(Listed records begins)

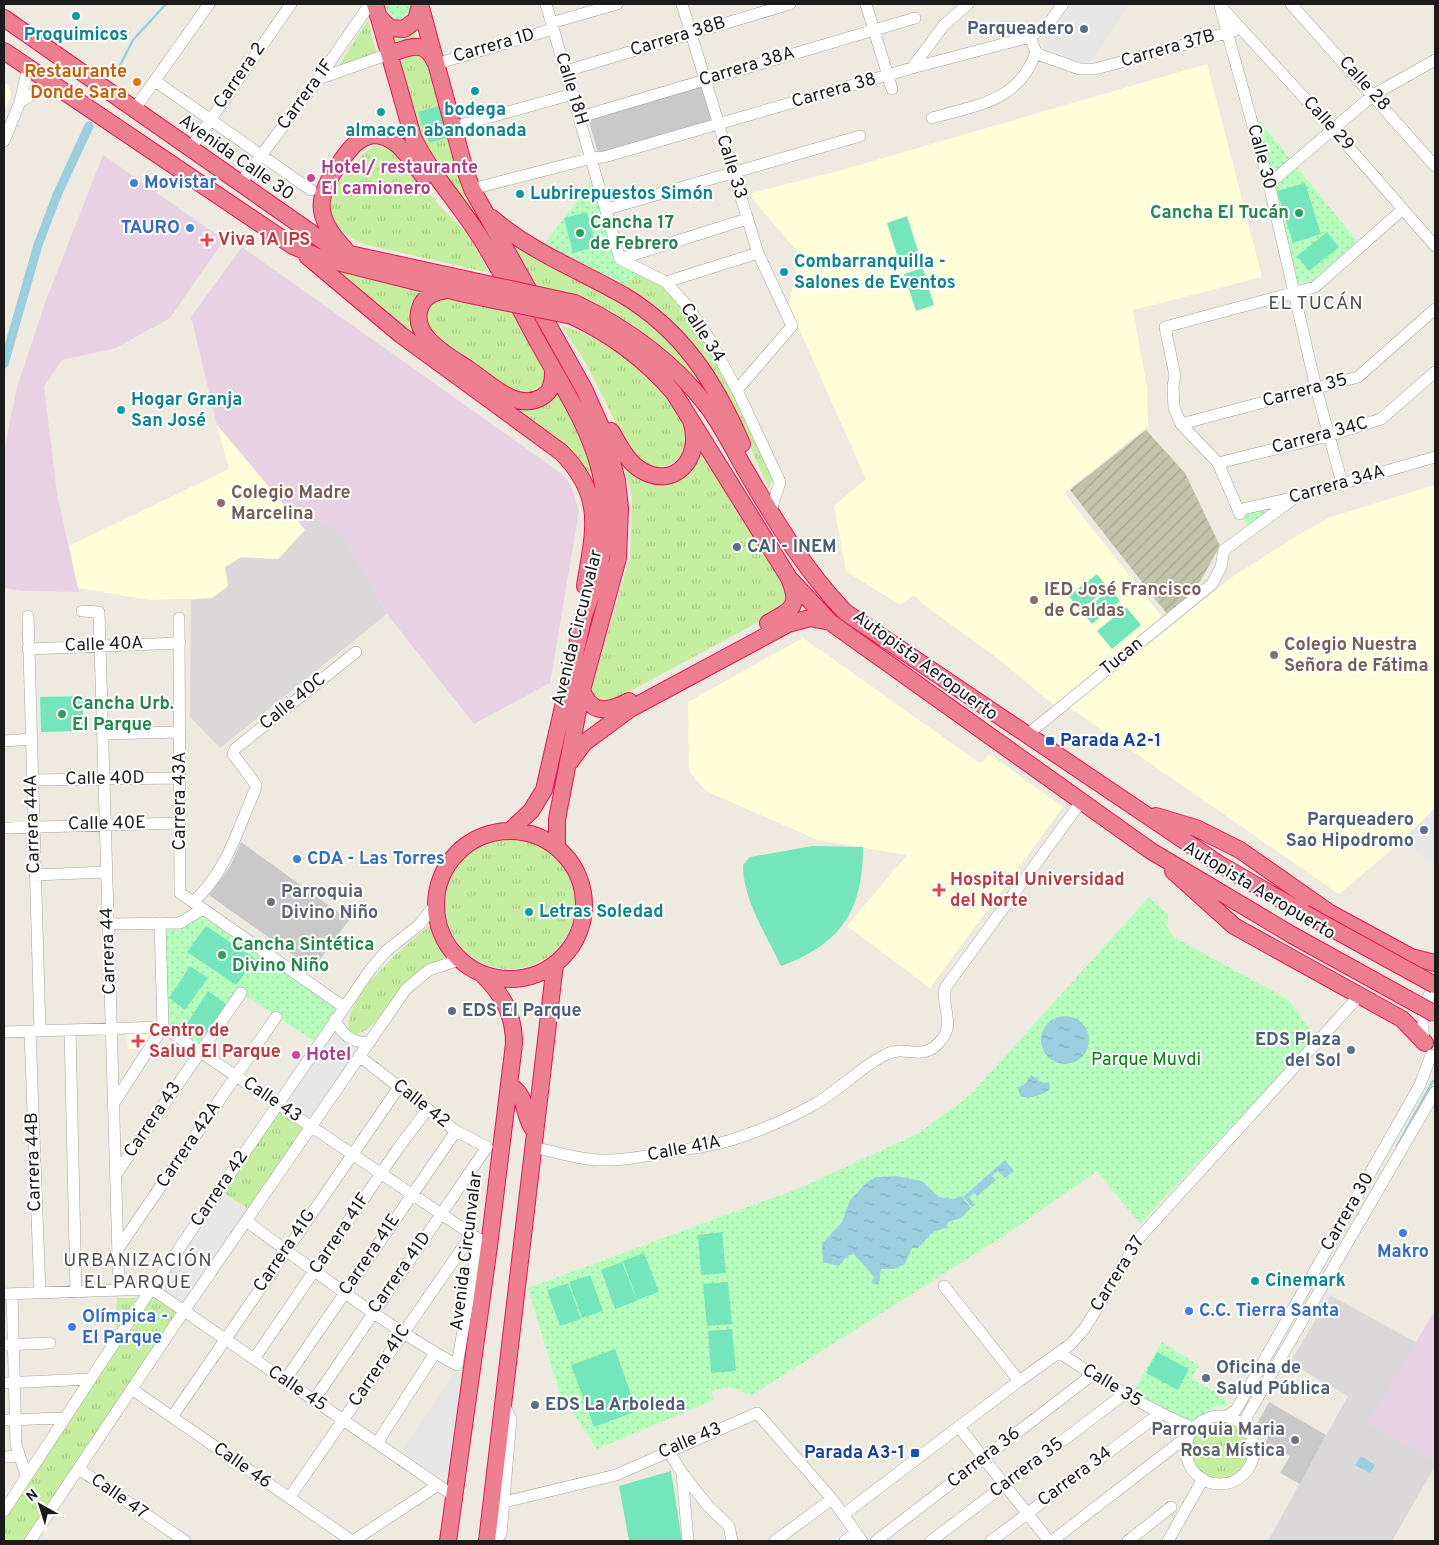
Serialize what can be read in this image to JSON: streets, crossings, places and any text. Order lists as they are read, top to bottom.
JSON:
{
  "streets": {
    "highway": ["Avenida Calle 30", "Avenida Circunvalar", "Autopista Aeropuerto"],
    "street": [
      "Carrera 38B",
      "Carrera 1D",
      "Carrera 37B",
      "Carrera 38A",
      "Carrera 2",
      "Calle 28",
      "Calle 18H",
      "Carrera 38",
      "Carrera 1F",
      "Calle 29",
      "Calle 30",
      "Calle 33",
      "Calle 34",
      "Carrera 35",
      "Carrera 34C",
      "Carrera 34A",
      "Calle 40A",
      "Tucan",
      "Calle 40C",
      "Calle 40D",
      "Carrera 43A",
      "Carrera 44A",
      "Calle 40E",
      "Carrera 44",
      "Calle 43",
      "Calle 42",
      "Carrera 43",
      "Carrera 42A",
      "Calle 41A",
      "Carrera 44B",
      "Carrera 42",
      "Carrera 30",
      "Carrera 41F",
      "Carrera 41G",
      "Carrera 41E",
      "Carrera 41D",
      "Carrera 37",
      "Carrera 41C",
      "Calle 35",
      "Calle 45",
      "Carrera 36",
      "Calle 46",
      "Carrera 34",
      "Calle 47"
    ]
  },
  "crossings": [
    ["Carrera 38B", "Calle 18H"],
    ["Carrera 38B", "Calle 33"],
    ["Carrera 1D", "Calle 18H"],
    ["Carrera 1D", "Avenida Circunvalar"],
    ["Carrera 37B", "Calle 29"],
    ["Carrera 37B", "Calle 30"],
    ["Carrera 38A", "Calle 18H"],
    ["Carrera 38A", "Calle 33"],
    ["Carrera 2", "Avenida Calle 30"],
    ["Calle 18H", "Carrera 38"],
    ["Carrera 38", "Calle 33"],
    ["Carrera 38", "Avenida Circunvalar"],
    ["Carrera 1F", "Avenida Calle 30"],
    ["Calle 29", "Calle 30"],
    ["Calle 30", "Carrera 35"],
    ["Calle 30", "Carrera 34C"],
    ["Calle 30", "Carrera 34A"],
    ["Avenida Calle 30", "Autopista Aeropuerto"],
    ["Calle 33", "Calle 34"],
    ["Calle 34", "Autopista Aeropuerto"],
    ["Carrera 35", "Calle 35"],
    ["Carrera 34C", "Carrera 34A"],
    ["Carrera 34A", "Tucan"],
    ["Avenida Circunvalar", "Calle 43"],
    ["Avenida Circunvalar", "Calle 42"],
    ["Avenida Circunvalar", "Carrera 42"],
    ["Avenida Circunvalar", "Carrera 41D"],
    ["Avenida Circunvalar", "Carrera 41C"],
    ["Avenida Circunvalar", "Calle 45"],
    ["Calle 40A", "Carrera 43A"],
    ["Calle 40A", "Carrera 44A"],
    ["Calle 40A", "Carrera 44"],
    ["Tucan", "Autopista Aeropuerto"],
    ["Autopista Aeropuerto", "Calle 41A"],
    ["Calle 40C", "Carrera 43A"],
    ["Calle 40D", "Carrera 43A"],
    ["Calle 40D", "Carrera 44A"],
    ["Calle 40D", "Carrera 44"],
    ["Carrera 43A", "Calle 40E"],
    ["Carrera 44A", "Calle 40E"],
    ["Carrera 44A", "Carrera 44B"],
    ["Calle 40E", "Carrera 44"],
    ["Carrera 44", "Carrera 43"],
    ["Carrera 44", "Carrera 42A"],
    ["Calle 43", "Carrera 43"],
    ["Calle 43", "Carrera 42A"],
    ["Calle 43", "Carrera 42"],
    ["Calle 43", "Carrera 41F"],
    ["Calle 43", "Carrera 41G"],
    ["Calle 43", "Carrera 41E"],
    ["Calle 43", "Carrera 41D"],
    ["Calle 43", "Carrera 37"],
    ["Calle 43", "Carrera 41C"],
    ["Calle 42", "Carrera 41F"],
    ["Calle 42", "Carrera 41G"],
    ["Calle 42", "Carrera 41E"],
    ["Calle 42", "Carrera 41D"],
    ["Carrera 42", "Calle 45"],
    ["Carrera 30", "Calle 35"],
    ["Carrera 41F", "Calle 45"],
    ["Carrera 41G", "Calle 45"],
    ["Carrera 41G", "Calle 46"],
    ["Carrera 41E", "Calle 45"],
    ["Carrera 41D", "Calle 45"],
    ["Carrera 37", "Calle 35"],
    ["Carrera 41C", "Calle 45"],
    ["Carrera 41C", "Calle 46"],
    ["Calle 35", "Carrera 36"],
    ["Calle 35", "Carrera 34"]
  ],
  "districts": ["EL TUCÁN", "URBANIZACIÓN EL PARQUE"],
  "parks": ["Parque Muvdi"],
  "places": {
    "other": [
      "Proquimicos",
      "Parqueadero",
      "Restaurante Donde Sara",
      "bodega abandonada",
      "almacen",
      "Hotel/ restaurante El camionero",
      "Movistar",
      "Lubrirepuestos Simón",
      "Cancha El Tucán",
      "TAURO",
      "Cancha 17 de Febrero",
      "Combarranquilla - Salones de Eventos",
      "Hogar Granja San José",
      "Colegio Madre Marcelina",
      "CAI - INEM",
      "IED José Francisco de Caldas",
      "Colegio Nuestra Señora de Fátima",
      "Cancha Urb. El Parque",
      "Parqueadero Sao Hipodromo",
      "CDA - Las Torres",
      "Parroquia Divino Niño",
      "Letras Soledad",
      "Cancha Sintética Divino Niño",
      "EDS El Parque",
      "EDS Plaza del Sol",
      "Hotel",
      "Makro",
      "Cinemark",
      "C.C. Tierra Santa",
      "Olímpica - El Parque",
      "Oficina de Salud Pública",
      "EDS La Arboleda",
      "Parroquia Maria Rosa Mística"
    ],
    "health": ["Viva 1A IPS", "Hospital Universidad del Norte", "Centro de Salud El Parque"],
    "transit": ["Parada A2-1", "Parada A3-1"]
  },
  "north": "top left"
}
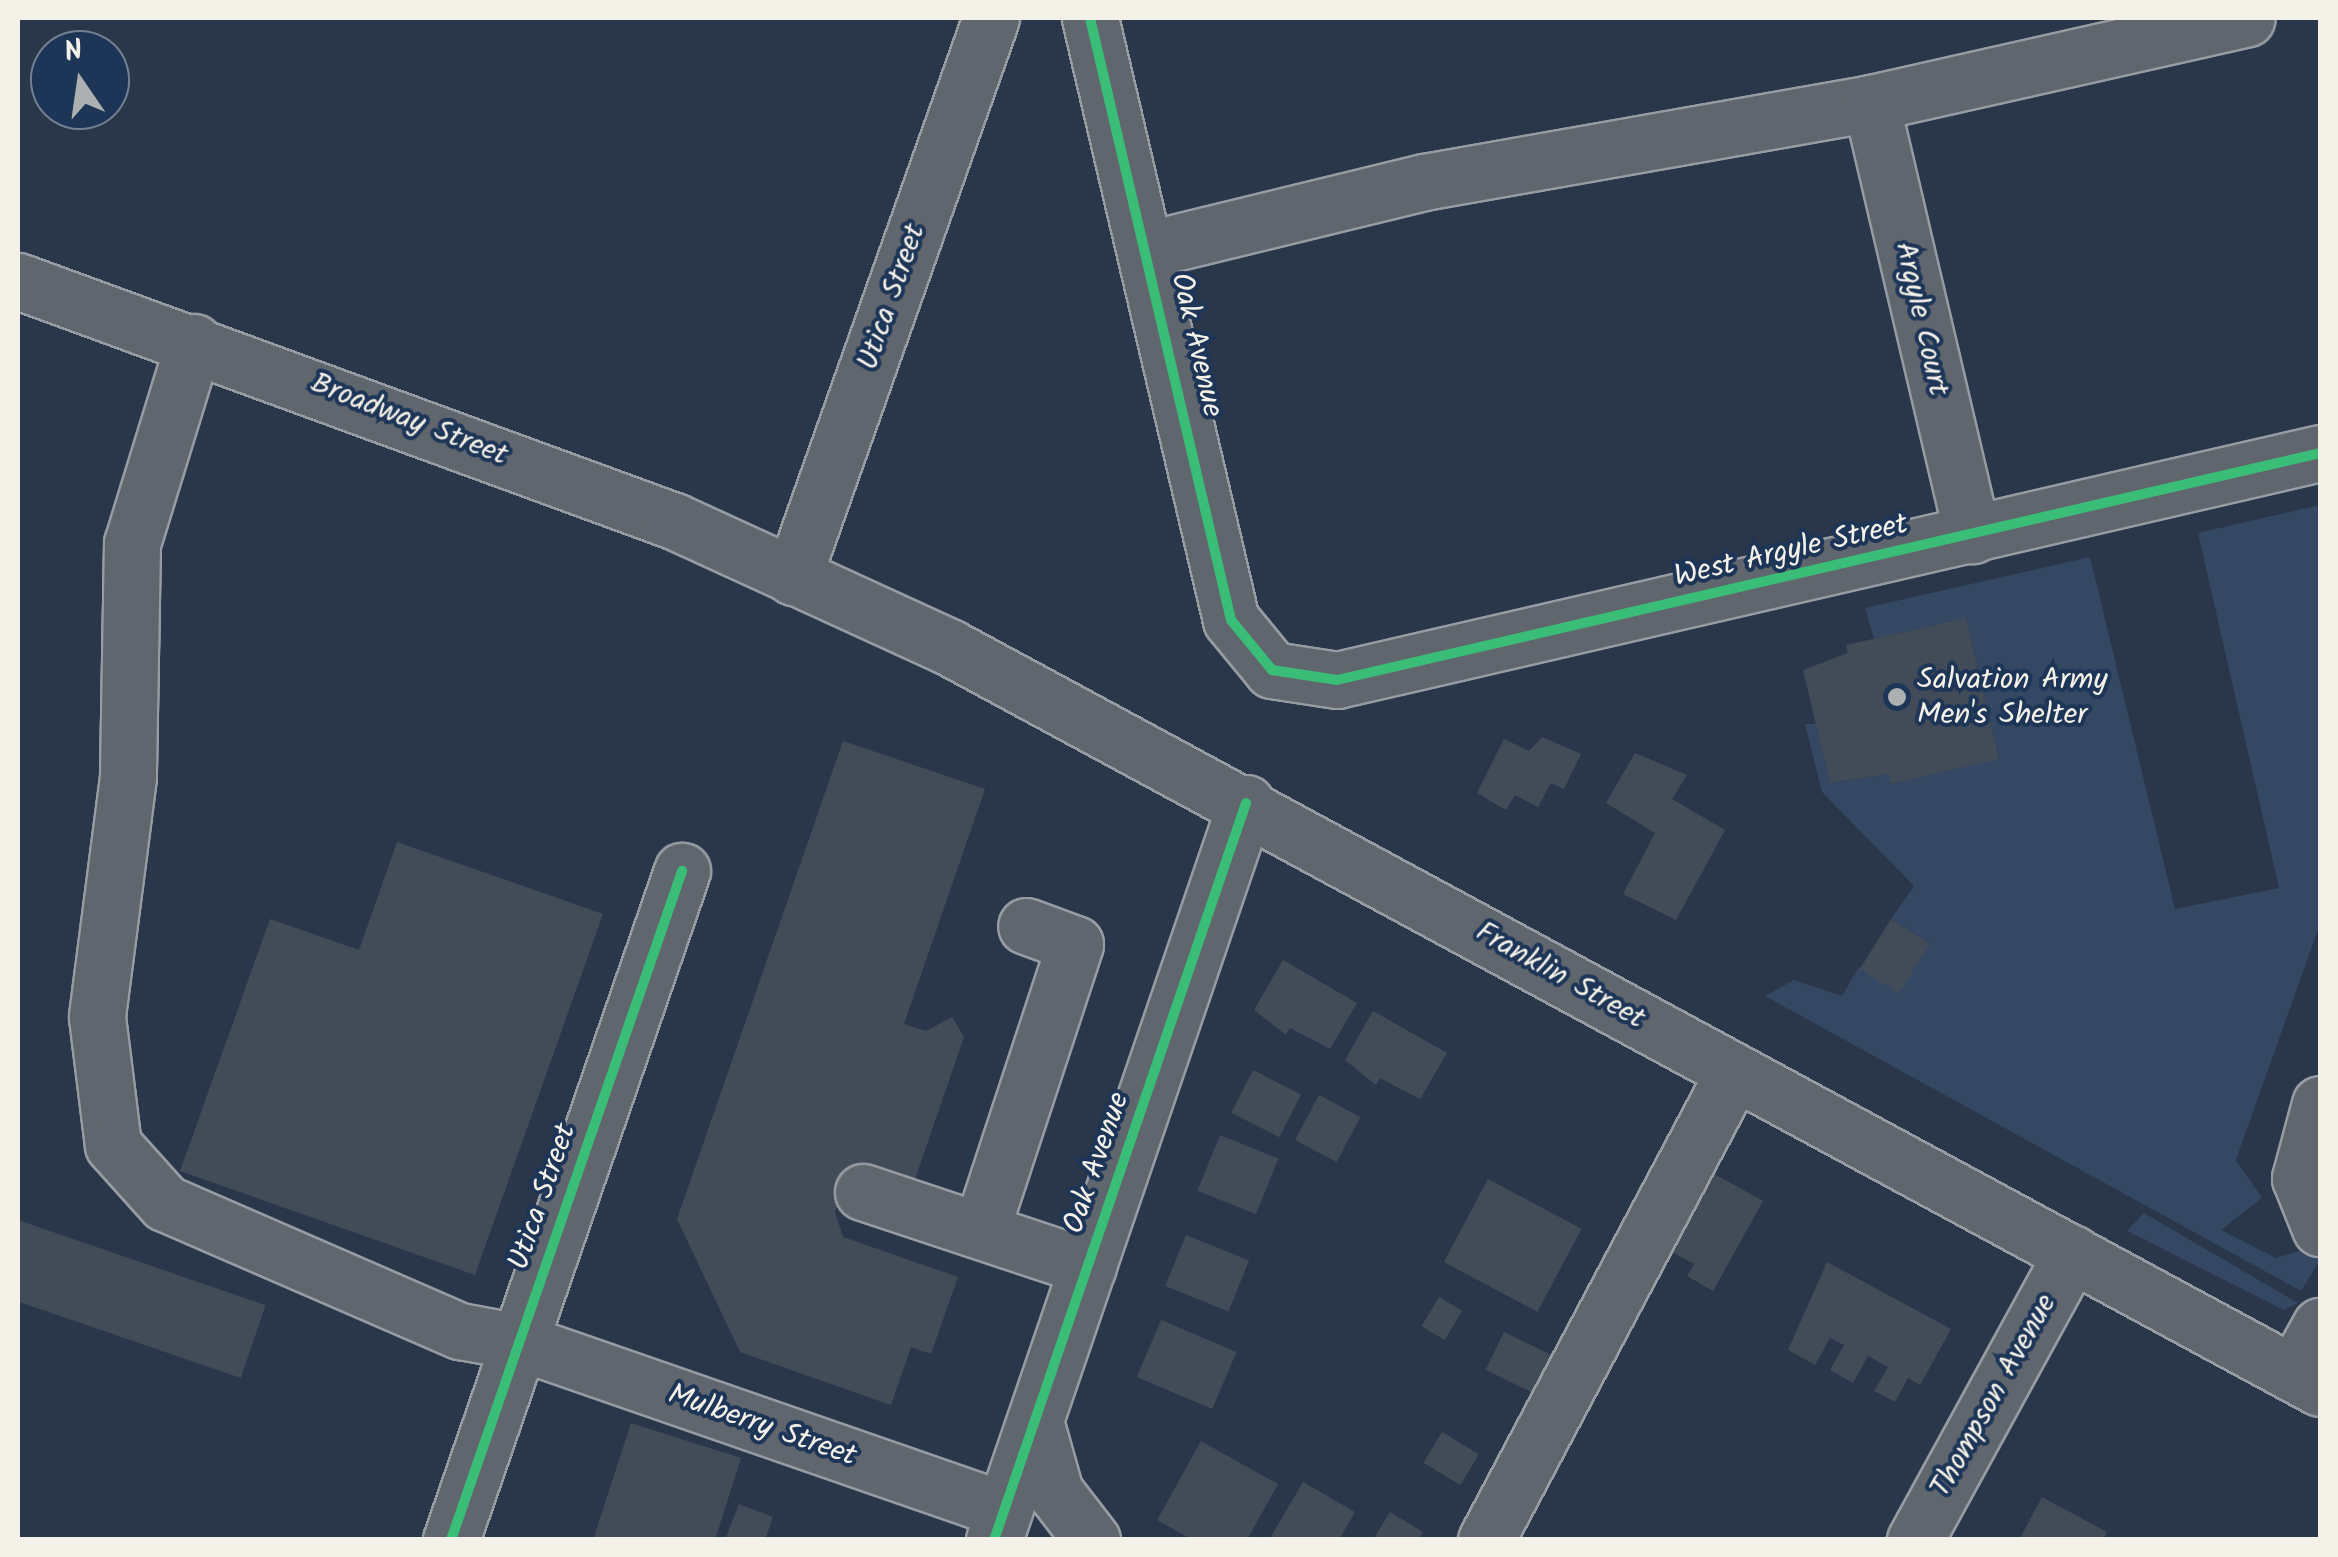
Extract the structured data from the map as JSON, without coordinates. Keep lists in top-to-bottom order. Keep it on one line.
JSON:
{"streets":{"street":["Utica Street","Argyle Court","Oak Avenue","Broadway Street","West Argyle Street","Franklin Street","Thompson Avenue","Mulberry Street"]},"crossings":[["Utica Street","Broadway Street"],["Utica Street","Franklin Street"],["Utica Street","Mulberry Street"],["Argyle Court","West Argyle Street"],["Oak Avenue","West Argyle Street"],["Oak Avenue","Franklin Street"],["Oak Avenue","Mulberry Street"],["Broadway Street","Franklin Street"],["Broadway Street","Mulberry Street"],["Franklin Street","Thompson Avenue"]],"places":["Salvation Army Men's Shelter"],"north":"top"}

(Listed records ends)

* [What the exercise asks] The answer must be every line from the records above that contains the word "Salud", copied out.

* [Result]
      "Oficina de Salud Pública",
    "health": ["Viva 1A IPS", "Hospital Universidad del Norte", "Centro de Salud El Parque"],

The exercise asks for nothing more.